My issue is ... the theorem says that the sum of the numberator divided by the sum of the denominator is between the smallest and the largest ratios.

But when they prove it they only prove that the sum of the num/den is larger than the smallest ratio...

Shouldnt they prove that the sum is between the largest and smallest ratios? After all that is whawt they are claiming.

 

[JonF]

My work blocks most internet links so I can’t see your URL right now. But they should show both from what you say. The author may have just assumed since the two cases are so similar that showing you one was sufficient. If you are familiar with induction this is a fairly straight forward proof.

 

[JonF]

Since apparently you have a copy of the proof online, here is what I was thinking:

For n=1
Min{a₁/b₁} ≤ a₁/b₁ ≤ max{a₁/b₁}
is trivial

assume this relation holds for n, i.e.
Min{a₁/b₁, a₂/b₂,…,a_n/b_n} ≤ (a₁+a₂+…+a_n)/(b₁+b₂+..+b_n) ≤ Max{a₁/b₂, a₂/b₂,…,a_n/b_n}

and Min{a₁/b₁, a₂/b₂,…,a_n/b_n, a_n+1/b_n+1}≤Min{a₁/b₁, a₂/b₂,…,a_n/b_n} comes from the definition of min for any _n+1/b_n+1 term (this is easy to prove, do you see why? Consider the case where _n+1/b_n+1 is the smallest element, and where _n+1/b_n+1 is not the smallest element)

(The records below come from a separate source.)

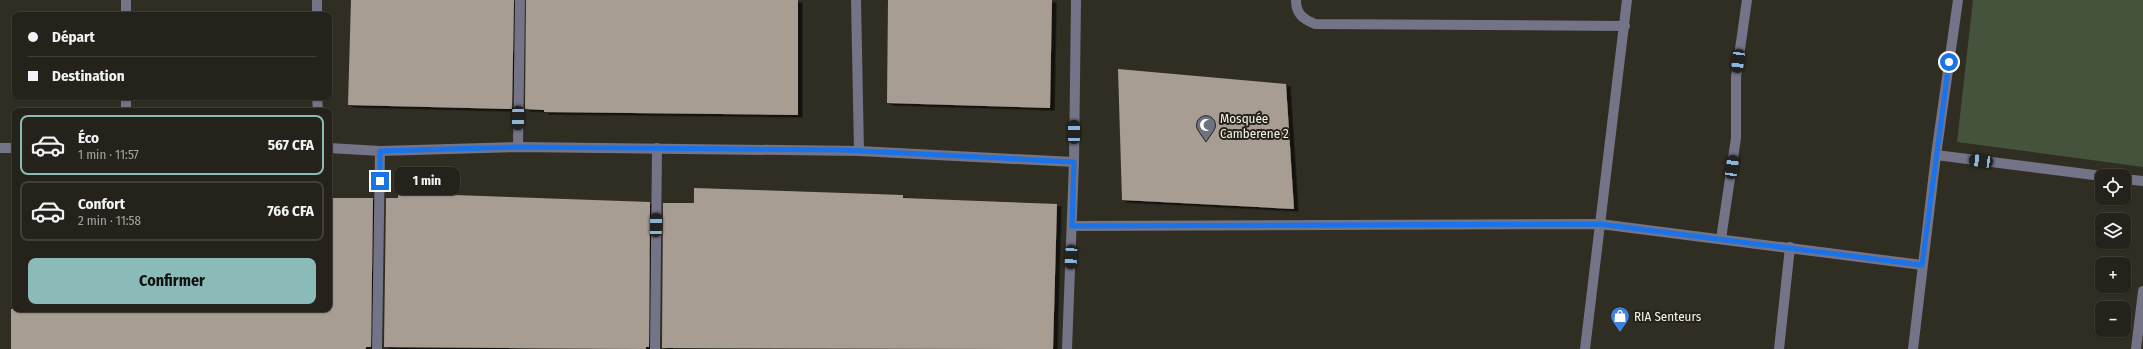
<!DOCTYPE html>
<html lang="fr">
<head>
<meta charset="utf-8">
<style>
  body { margin:0; font-family:"Fira Sans Condensed",sans-serif; background:#302f27; color:#f1f3f6; height:100vh; display:flex; flex-direction:column; font-size:15px; white-space:nowrap }
  * { box-sizing:border-box; margin:0 }
  p { font-size:13px; color:#a3a4a2 }
  .icon { flex:none; width:22px; height:22px; fill:none; stroke:currentColor; stroke-width:2; stroke-linecap:round; stroke-linejoin:round }
  .map { position:relative; flex:1; overflow:hidden }
  .drawer { position:absolute; left:12px; top:108px; width:320px; height:204px; display:flex; flex-direction:column; background:#24221a; border-radius:8px; box-shadow:0 1px 3px #0004,0 0 0 1px #413f39 }
  .drawer>* { flex:none }
  .banner { position:absolute; left:12px; top:12px; width:320px; height:88px; border-radius:8px; box-shadow:0 1px 3px #0004,0 0 0 1px #413f39; display:grid; align-content:center; height:88px; padding:0 16px; background:#24221a }
  .fabs { position:absolute; left:2095px; top:169px; display:grid; gap:8px }
  .fabs a { display:grid; place-items:center; width:36px; height:36px; border-radius:8px; background:#24221a; box-shadow:0 1px 3px #0004,0 0 0 1px #413f39; font-size:20px }
  .end { position:absolute; width:18px; height:18px; margin:-9px; border:5px solid #1a73e8; background:#fff; box-shadow:0 0 0 2px #fff }
  .from { border-radius:50% }
  .bubble { position:absolute; height:28px; border-radius:8px; background:#24221a; box-shadow:0 1px 3px #0004,0 0 0 1px #413f39; font-size:13px; font-weight:700; line-height:28px; text-align:center }
  .car { position:absolute; width:12px; height:24px; margin:-12px -6px; border-radius:5px; box-shadow:0 0 3px 1px #0007; background:linear-gradient(#222 24%,#8ab4d8 0 40%,#222 0 76%,#8ab4d8 0 86%,#222 0) }
  .banner b { display:flex; align-items:center; gap:14px; height:38px; font-size:15px }
  .banner b+b { border-top:1px solid #413f39 }
  .banner i { width:10px; height:10px; background:#f1f3f6 }
  ul { padding:7px 0 0; list-style:none }
  li { display:flex; align-items:center; gap:12px; height:60px; margin:0 8px 6px; padding:0 8px; border:2px solid #413f39; border-radius:8px }
  li div { flex:1 }
  li b { display:block; font-size:15px }
  li em { font-style:normal; font-weight:700 }
  li.active { border-color:#8bbbb9 }
  li>.icon { width:36px; height:36px; stroke-width:1.5 }
  .action { display:flex; gap:8px; margin-top:auto; padding:8px 16px }
  .action a { flex:1; height:46px; border-radius:8px; background:#8bbbb9; color:#111; font-size:16px; font-weight:700; line-height:46px; text-align:center }
  .map>svg:first-child { display:block }
</style>
</head>
<body>
<div class="map">
<svg width="2143" height="349" viewBox="0 0 2143 349">
  <defs>
    <filter id="shadow"><feDropShadow dx="4.5" dy="2.5" stdDeviation="0" flood-color="#0009"/></filter>
  </defs>
  <rect width="100%" height="100%" fill="#302d22"/>
  <path fill="#45523c" d="M 1973,0 L 2143,0 L 2143,167 L 1957,142 Z"/>
  <g fill="#a89d93" filter="url(#shadow)">
    <path d="M 351,0 L 514,0 L 512,109 L 348,105 Z"/>
    <path d="M 526,0 L 798,0 L 798,115 L 544,112 L 544,110 L 525,109 Z"/>
    <path d="M 888,0 L 1052,0 L 1050,108 L 887,103 Z"/>
    <path d="M 1118,69 L 1286,84 L 1294,209 L 1122,200 Z"/>
    <path d="M 694,188 L 903,195 L 903,198 L 1057,204 L 1053,349 L 662,348 L 663,203 L 694,203 Z"/>
    <path d="M 398,193 L 650,202 L 649,347 L 646,347 L 646,349 L 384,347 L 386,198 L 398,198 Z"/>
    <path d="M 329,198 L 373,198 L 371,347 L 366,347 L 366,349 L 11,349 L 11,309 L 329,309 Z"/>
  </g>
  <g fill="none" stroke-linecap="round" stroke-linejoin="round">
    <g stroke="#737487" stroke-width="10">
      <path d="M 317,0 L 317,15"/>
      <path d="M 856,0 L 859,151"/>
      <path d="M 1296,0 C 1296,14 1303,19 1315,24 L 1625,26"/>
      <path d="M 126,15 L 126,0"/>
      <path d="M 317,97 L 318,111"/>
      <path d="M 126,111 L 126,97"/>
      <path d="M 518,147 L 520,0"/>
      <path d="M 0,148 L 15,148"/>
      <path d="M 329,148 L 380,151 L 518,147 L 859,151 L 1074,162"/>
      <path d="M 1936,155 L 2102,176"/>
      <path d="M 2124,179 L 2143,181"/>
      <path d="M 1073,226 L 1600,224 L 1922,265"/>
      <path d="M 1721,239 L 1736,138 L 1736,77 L 1747,0"/>
      <path d="M 377,349 L 380,151"/>
      <path d="M 655,349 L 657,148"/>
      <path d="M 1067,349 L 1074,162 L 1076,0"/>
      <path d="M 1585,349 L 1627,0"/>
      <path d="M 1779,349 L 1790,247"/>
      <path d="M 1913,349 L 1936,155 L 1958,0"/>
      <path d="M 2136,349 L 2143,291"/>
    </g>
  </g>
  <g fill="none" stroke-linecap="round" stroke-linejoin="round">
    <path stroke="#1a73e8" stroke-width="5" d="M 380,181 L 380,151 L 518,147 L 843,150 L 1074,162 L 1072,226 L 1600,224 L 1922,265 L 1949,62"/>
  </g>
  <defs>
    <g id="mosque-pin" transform="scale(1)"><path d="M0 17L-7.5 6A9.5 9.5 0 1 1 7.5 6Z" fill="#6b7280" stroke="#262319"/><path d="M3.5-4.9A6 6 0 1 0 3.5 4.9A5 5 0 1 1 3.5-4.9Z" fill="#fff"/></g>
    <g id="shop-pin" transform="scale(1)"><path d="M0 17L-7.5 6A9.5 9.5 0 1 1 7.5 6Z" fill="#3f7fe0" stroke="#262319"/><path d="M-5-2.5h2.3a2.7 3.5 0 0 1 5.4 0H5L5.5 6h-11ZM-1.5-2.5h3a1.5 2.3 0 0 0-3 0Z" fill="#fff"/></g>
  </defs>
  <g fill-rule="evenodd">
    <use href="#mosque-pin" x="1206" y="125"/>
    <use href="#shop-pin" x="1620" y="316"/>
  </g>
  <g text-anchor="middle" dominant-baseline="central" stroke-width="4" stroke-linejoin="round" paint-order="stroke">
    <g font-size="13" fill="#f5f3ec" stroke="#262319" text-anchor="start">
      <text x="1220" y="118">Mosquée<tspan x="1220" dy="15">Camberene 2</tspan></text>
      <text x="1634" y="316">RIA Senteurs</text>
    </g>
  </g>
</svg>
<div class="fabs">
<a><svg class="icon" aria-label="locate" viewBox="0 0 24 24"><circle cx="12" cy="12" r="6"/><path d="M12 2v4M12 18v4M2 12h4M18 12h4"/></svg></a>
<a><svg class="icon" aria-label="layers" viewBox="0 0 24 24"><path d="M12 4l9 5-9 5-9-5zM3 14l9 5 9-5"/></svg></a>
<a>+</a>
<a>−</a>
</div>
<i class="end from" style="left:1949px;top:62px"></i>
<i class="end" style="left:380px;top:181px"></i>
<div class="bubble" style="left:394px;top:167px;width:66px">1 min</div>
<i class="car" style="left:1738px;top:61px;rotate:187deg"></i>
<i class="car" style="left:518px;top:118px;rotate:181deg"></i>
<i class="car" style="left:1074px;top:132px;rotate:0deg"></i>
<i class="car" style="left:1981px;top:161px;rotate:277deg"></i>
<i class="car" style="left:1732px;top:167px;rotate:8deg"></i>
<i class="car" style="left:656px;top:225px;rotate:1deg"></i>
<i class="car" style="left:1071px;top:257px;rotate:183deg"></i>
<div class="banner">
<b><i class="from"></i>Départ</b>
<b><i></i>Destination</b>
</div>
<section class="drawer">
<ul>
<li class="active"><svg class="icon" aria-label="car" viewBox="0 0 24 24"><path d="M5 17H2v-5l4-1 3-4h7l3 4 3 1v5h-3M9 17h6M6 11h13"/><circle cx="7" cy="17" r="2"/><circle cx="17" cy="17" r="2"/></svg><div><b>Éco</b><p>1 min · 11:57</p></div><em>567 CFA</em></li>
<li><svg class="icon" aria-label="car" viewBox="0 0 24 24"><path d="M5 17H2v-5l4-1 3-4h7l3 4 3 1v5h-3M9 17h6M6 11h13"/><circle cx="7" cy="17" r="2"/><circle cx="17" cy="17" r="2"/></svg><div><b>Confort</b><p>2 min · 11:58</p></div><em>766 CFA</em></li>
</ul>
<div class="action"><a>Confirmer</a></div>
</section>
</div>
</body>
</html>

Putting these two together
Min{a₁/b₁, a₂/b₂,…,a_n/b_n, a_n+1/b_n+1}≤Min{a₁/b₁, a₂/b₂,…,a_n/b_n} ≤ (a₁+a₂+…+a_n)/(b₁+b₂+..+b_n)

now consider (a₁+a₂+…+a_n)/(b₁+b₂+..+b_n) ≤ (a₁+a₂+…+a_n)/(b₁+b₂+..+b_n) for the cases where a_n+1/b_n+1 is and isn't the smallest.

which will prove the n+1 case for Min, a similar argument can be made for Max

 

[Miike012]

Jeez, I want to be able to prove stuff like that... I havnt learned any of that yet. I am really new to math, I've only taken a sem of algebra.
What math did you go through?

 

[JonF]

Lol I’ve taken a lot of math courses; I have bachelors and I’ve taken a few graduate courses in math. But, I’m small fries on this forum. There are several PHD mathematicians who post regularly.

Do you know what the Min function does? It returns the smallest element.

So, some examples:
Min{1/2,1/4,3/5} = 1/4
Min{.1,.01,001,.0001} = .0001
Min {1,2,3,4,5,..} = 1

Why don’t you try to prove min{a₁,a₂,a₃,a₄,..,a_n,b} ≤ min{a₁,a₂,a₃,a₄,..,a_n} no matter what a₁,a₂,a₃,a₄,..,a_n, and b are. It relates to your original question. I gave you a hint how on my last post.